Goal of the exercise
Extract every line from the records below that contains the word "canvas".

Stored items

________

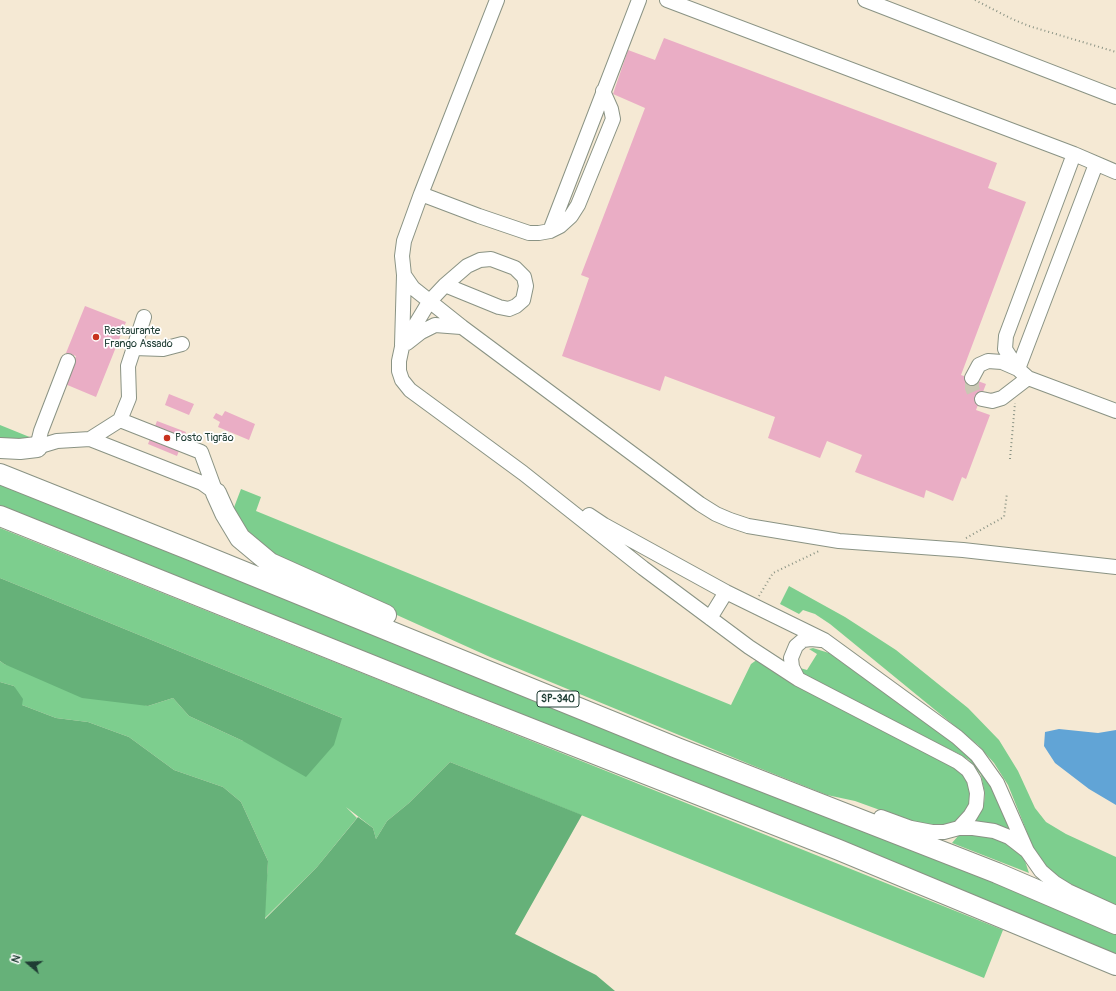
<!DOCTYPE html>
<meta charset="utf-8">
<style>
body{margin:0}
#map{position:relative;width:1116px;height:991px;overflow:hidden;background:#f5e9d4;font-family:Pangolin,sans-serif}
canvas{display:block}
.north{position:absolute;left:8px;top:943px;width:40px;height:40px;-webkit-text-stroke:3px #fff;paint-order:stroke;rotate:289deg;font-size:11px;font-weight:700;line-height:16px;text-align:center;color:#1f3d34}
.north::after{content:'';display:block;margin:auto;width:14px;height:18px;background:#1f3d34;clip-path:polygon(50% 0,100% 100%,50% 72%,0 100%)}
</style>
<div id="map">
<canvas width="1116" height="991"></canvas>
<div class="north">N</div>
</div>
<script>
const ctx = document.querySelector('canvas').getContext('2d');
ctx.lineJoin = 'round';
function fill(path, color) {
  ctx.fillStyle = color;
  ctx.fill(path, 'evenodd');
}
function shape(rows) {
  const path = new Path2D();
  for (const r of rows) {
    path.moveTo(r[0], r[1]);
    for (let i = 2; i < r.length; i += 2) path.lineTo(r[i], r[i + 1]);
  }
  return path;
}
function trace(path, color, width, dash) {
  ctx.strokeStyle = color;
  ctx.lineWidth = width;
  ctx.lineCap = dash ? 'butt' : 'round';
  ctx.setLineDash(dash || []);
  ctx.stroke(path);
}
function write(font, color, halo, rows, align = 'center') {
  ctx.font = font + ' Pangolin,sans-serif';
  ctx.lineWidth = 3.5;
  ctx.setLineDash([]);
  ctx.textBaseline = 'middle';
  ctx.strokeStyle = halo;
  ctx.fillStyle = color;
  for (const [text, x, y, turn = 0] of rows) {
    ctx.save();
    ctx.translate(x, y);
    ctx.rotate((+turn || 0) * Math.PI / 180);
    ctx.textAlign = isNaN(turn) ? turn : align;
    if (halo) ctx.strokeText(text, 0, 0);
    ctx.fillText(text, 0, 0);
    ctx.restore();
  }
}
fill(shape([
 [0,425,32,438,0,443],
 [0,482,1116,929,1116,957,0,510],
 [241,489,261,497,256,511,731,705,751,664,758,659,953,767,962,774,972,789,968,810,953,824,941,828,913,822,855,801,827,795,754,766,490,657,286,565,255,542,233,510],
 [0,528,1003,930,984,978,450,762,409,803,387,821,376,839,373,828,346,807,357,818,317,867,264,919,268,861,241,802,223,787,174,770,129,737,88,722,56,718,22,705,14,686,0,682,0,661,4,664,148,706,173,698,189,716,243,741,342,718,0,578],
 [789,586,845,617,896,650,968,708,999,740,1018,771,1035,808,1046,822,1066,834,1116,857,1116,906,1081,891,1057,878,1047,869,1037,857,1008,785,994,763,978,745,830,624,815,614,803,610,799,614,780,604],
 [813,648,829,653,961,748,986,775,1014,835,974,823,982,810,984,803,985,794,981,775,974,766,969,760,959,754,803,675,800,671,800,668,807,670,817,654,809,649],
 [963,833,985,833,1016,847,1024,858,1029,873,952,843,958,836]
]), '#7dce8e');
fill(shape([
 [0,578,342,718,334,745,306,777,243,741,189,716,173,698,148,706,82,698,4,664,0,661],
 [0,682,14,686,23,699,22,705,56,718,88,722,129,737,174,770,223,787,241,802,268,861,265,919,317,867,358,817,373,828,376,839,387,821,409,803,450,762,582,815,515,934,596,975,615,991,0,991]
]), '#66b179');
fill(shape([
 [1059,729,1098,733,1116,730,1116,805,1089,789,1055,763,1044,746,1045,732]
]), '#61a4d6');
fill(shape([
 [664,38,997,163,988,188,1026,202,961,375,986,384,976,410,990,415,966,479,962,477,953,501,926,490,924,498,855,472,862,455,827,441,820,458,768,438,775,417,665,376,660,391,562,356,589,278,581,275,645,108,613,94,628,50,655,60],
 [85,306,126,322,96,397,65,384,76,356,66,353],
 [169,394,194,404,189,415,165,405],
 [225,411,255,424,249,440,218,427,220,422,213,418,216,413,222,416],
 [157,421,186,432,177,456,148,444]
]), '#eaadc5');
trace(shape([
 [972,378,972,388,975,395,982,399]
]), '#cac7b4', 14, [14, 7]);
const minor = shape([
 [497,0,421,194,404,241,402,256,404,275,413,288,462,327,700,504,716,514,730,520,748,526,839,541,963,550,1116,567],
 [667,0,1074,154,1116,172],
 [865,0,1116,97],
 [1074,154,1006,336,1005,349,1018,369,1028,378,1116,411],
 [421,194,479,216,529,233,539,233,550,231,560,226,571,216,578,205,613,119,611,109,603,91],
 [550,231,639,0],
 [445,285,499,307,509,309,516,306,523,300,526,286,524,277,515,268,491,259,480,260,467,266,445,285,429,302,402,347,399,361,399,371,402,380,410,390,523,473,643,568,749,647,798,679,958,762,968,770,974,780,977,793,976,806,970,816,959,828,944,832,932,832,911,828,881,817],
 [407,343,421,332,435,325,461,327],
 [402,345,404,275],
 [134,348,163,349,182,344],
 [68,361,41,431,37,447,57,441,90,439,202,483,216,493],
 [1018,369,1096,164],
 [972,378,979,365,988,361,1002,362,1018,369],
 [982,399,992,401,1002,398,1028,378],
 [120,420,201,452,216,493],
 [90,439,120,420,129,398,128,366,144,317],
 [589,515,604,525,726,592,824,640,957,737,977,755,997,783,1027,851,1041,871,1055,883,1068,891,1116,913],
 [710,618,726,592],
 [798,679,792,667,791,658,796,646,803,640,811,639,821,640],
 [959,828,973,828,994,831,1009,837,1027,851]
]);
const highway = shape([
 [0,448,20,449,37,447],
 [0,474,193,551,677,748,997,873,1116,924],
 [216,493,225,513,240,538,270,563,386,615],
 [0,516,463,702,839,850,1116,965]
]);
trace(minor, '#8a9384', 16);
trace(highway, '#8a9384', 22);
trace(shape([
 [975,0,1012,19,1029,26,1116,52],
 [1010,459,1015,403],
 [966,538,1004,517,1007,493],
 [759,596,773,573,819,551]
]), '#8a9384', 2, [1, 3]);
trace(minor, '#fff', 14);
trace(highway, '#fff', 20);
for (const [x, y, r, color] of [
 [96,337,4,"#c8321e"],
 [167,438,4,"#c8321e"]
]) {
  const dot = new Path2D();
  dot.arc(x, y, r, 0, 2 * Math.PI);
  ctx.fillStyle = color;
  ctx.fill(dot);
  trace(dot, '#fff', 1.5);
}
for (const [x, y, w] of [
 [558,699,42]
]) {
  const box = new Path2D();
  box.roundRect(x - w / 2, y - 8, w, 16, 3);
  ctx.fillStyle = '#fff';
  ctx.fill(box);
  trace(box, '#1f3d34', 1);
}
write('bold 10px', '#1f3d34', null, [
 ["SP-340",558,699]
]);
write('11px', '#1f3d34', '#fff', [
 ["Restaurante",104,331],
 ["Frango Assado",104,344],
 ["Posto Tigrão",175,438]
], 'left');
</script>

________

Answer to this task
canvas{display:block}
<canvas width="1116" height="991"></canvas>
const ctx = document.querySelector('canvas').getContext('2d');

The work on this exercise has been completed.